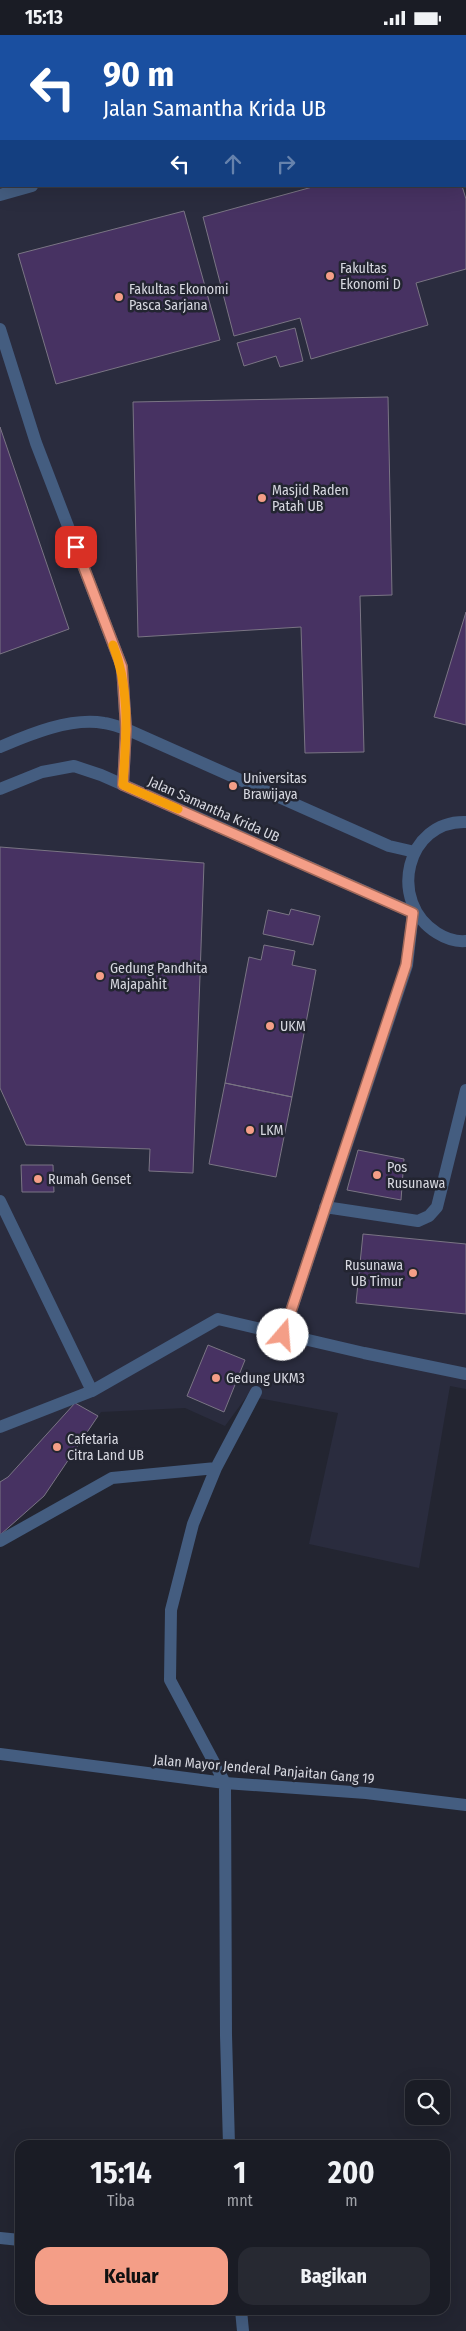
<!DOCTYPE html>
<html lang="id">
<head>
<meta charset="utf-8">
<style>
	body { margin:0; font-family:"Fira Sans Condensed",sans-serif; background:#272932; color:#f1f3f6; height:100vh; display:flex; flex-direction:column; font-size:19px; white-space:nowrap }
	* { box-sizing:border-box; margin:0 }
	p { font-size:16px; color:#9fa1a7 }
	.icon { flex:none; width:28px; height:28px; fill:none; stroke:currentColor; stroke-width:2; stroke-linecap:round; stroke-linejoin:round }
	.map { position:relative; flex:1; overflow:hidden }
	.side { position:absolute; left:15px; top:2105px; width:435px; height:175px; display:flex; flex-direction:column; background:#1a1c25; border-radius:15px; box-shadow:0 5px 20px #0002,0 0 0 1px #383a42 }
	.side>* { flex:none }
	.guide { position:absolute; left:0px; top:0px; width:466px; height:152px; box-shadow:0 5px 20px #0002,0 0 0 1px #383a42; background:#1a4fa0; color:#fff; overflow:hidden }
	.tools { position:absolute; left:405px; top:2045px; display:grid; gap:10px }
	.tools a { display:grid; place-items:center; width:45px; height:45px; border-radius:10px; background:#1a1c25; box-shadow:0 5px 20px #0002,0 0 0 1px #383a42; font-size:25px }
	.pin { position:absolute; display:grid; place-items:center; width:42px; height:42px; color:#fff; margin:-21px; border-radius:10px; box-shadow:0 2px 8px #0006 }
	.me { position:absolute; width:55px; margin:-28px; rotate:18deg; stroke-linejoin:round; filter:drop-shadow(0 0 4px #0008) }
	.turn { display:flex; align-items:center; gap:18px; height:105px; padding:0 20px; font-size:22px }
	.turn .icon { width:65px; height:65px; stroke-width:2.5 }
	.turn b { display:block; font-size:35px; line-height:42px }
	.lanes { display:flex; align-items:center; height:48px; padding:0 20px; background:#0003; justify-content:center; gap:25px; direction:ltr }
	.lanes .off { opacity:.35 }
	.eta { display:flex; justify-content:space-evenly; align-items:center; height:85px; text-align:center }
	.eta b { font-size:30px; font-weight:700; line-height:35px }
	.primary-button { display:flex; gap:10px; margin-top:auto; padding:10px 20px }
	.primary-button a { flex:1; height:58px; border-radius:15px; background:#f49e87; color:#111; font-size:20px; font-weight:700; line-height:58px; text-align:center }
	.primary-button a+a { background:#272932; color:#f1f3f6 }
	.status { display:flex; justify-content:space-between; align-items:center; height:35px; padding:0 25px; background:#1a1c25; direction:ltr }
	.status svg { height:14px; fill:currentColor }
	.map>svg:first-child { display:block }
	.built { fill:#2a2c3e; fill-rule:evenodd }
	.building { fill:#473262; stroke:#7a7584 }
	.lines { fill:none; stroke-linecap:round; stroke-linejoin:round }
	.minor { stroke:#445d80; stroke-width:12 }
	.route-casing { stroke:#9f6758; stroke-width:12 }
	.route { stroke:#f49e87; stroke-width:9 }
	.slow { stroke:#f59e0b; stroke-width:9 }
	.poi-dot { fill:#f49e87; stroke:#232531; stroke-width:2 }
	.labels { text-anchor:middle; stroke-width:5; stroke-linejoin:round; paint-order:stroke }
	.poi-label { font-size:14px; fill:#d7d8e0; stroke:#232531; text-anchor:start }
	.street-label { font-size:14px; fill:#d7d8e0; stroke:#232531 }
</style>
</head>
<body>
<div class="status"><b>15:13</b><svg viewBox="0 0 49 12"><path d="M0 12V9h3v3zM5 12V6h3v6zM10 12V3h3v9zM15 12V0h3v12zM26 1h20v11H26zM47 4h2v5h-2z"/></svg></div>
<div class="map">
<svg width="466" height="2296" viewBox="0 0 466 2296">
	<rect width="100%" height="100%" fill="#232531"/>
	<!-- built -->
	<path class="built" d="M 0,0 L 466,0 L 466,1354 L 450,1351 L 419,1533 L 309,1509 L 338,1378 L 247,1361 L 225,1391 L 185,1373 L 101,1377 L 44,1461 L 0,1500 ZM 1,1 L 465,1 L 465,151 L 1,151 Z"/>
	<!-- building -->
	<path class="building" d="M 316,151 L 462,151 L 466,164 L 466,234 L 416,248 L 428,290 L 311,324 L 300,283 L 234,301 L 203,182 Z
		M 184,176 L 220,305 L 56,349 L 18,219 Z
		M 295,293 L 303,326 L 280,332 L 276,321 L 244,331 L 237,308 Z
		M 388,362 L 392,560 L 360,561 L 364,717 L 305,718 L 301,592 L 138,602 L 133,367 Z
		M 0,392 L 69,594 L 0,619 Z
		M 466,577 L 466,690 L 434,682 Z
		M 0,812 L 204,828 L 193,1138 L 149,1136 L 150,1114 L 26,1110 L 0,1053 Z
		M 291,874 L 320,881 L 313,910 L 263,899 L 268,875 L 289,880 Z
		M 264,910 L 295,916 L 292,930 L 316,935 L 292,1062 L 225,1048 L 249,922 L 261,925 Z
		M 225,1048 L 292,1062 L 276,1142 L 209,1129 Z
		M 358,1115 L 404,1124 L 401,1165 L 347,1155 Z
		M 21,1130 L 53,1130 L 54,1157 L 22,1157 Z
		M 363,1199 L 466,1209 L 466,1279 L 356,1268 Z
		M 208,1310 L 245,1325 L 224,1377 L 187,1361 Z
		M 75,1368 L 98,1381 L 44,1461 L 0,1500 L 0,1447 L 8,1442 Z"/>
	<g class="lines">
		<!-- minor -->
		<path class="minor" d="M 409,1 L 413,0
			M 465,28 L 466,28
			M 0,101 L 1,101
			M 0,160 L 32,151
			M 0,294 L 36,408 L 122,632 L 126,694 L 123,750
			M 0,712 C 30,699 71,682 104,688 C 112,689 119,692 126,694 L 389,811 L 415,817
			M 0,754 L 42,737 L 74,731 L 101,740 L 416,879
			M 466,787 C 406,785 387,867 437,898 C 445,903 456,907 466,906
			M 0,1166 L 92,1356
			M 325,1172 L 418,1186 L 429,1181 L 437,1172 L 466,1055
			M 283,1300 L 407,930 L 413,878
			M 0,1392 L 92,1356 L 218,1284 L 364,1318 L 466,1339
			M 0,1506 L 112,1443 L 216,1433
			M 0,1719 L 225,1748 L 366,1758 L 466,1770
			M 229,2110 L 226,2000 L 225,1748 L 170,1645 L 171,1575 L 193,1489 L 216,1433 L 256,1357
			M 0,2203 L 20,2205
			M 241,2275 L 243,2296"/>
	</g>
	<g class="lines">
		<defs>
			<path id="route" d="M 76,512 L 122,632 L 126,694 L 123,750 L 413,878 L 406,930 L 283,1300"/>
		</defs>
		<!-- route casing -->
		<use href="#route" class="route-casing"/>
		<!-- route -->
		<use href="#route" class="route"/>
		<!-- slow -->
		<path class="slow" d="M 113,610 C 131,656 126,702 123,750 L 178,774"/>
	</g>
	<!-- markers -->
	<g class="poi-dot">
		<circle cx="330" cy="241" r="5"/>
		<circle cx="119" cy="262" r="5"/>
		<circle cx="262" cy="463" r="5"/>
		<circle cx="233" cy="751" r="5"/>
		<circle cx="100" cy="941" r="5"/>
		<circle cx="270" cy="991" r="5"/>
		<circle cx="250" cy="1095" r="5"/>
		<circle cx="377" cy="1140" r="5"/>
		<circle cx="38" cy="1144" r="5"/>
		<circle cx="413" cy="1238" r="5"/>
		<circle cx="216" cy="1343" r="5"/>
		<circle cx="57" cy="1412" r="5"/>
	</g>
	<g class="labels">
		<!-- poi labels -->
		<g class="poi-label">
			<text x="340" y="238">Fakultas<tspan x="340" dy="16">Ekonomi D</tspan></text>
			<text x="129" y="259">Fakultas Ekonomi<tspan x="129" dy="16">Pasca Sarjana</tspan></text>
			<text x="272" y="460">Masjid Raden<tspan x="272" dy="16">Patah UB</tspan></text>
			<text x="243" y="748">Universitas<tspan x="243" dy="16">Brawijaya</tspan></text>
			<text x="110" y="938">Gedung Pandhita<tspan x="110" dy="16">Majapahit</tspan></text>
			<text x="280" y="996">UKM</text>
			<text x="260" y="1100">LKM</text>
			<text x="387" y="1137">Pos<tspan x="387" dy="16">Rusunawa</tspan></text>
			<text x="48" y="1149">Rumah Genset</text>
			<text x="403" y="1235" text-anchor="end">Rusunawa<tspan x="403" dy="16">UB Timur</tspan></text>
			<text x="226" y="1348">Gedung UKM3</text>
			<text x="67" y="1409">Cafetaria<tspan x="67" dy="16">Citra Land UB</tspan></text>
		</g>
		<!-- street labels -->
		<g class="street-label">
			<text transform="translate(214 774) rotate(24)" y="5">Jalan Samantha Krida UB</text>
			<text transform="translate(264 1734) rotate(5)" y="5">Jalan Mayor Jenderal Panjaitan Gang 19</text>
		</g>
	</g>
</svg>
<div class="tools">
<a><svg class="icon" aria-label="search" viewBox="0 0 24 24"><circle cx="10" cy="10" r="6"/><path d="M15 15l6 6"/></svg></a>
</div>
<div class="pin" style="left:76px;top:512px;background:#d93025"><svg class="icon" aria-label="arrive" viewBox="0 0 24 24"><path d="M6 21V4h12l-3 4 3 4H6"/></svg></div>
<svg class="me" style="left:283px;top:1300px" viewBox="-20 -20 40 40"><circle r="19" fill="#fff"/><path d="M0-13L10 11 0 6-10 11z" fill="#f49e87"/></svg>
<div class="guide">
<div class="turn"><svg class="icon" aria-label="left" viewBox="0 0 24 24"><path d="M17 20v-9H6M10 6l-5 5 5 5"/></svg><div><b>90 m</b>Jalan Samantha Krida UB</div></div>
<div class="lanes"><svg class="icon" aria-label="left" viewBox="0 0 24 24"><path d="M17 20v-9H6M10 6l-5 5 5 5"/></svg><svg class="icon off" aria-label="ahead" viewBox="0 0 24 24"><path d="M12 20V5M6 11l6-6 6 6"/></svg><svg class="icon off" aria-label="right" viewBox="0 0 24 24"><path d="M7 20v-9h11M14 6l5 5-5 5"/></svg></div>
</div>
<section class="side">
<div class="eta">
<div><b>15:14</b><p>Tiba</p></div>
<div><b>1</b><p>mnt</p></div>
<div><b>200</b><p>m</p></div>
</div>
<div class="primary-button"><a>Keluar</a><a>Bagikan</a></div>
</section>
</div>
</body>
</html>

## Try it
Take exactly the lines from the one containing "M 0,392 L 69,594 L 0,619 Z" through the one containing "M 225,1048 L" in the data above, and output them with nothing added.

## Answer for this exercise
		M 0,392 L 69,594 L 0,619 Z
		M 466,577 L 466,690 L 434,682 Z
		M 0,812 L 204,828 L 193,1138 L 149,1136 L 150,1114 L 26,1110 L 0,1053 Z
		M 291,874 L 320,881 L 313,910 L 263,899 L 268,875 L 289,880 Z
		M 264,910 L 295,916 L 292,930 L 316,935 L 292,1062 L 225,1048 L 249,922 L 261,925 Z
		M 225,1048 L 292,1062 L 276,1142 L 209,1129 Z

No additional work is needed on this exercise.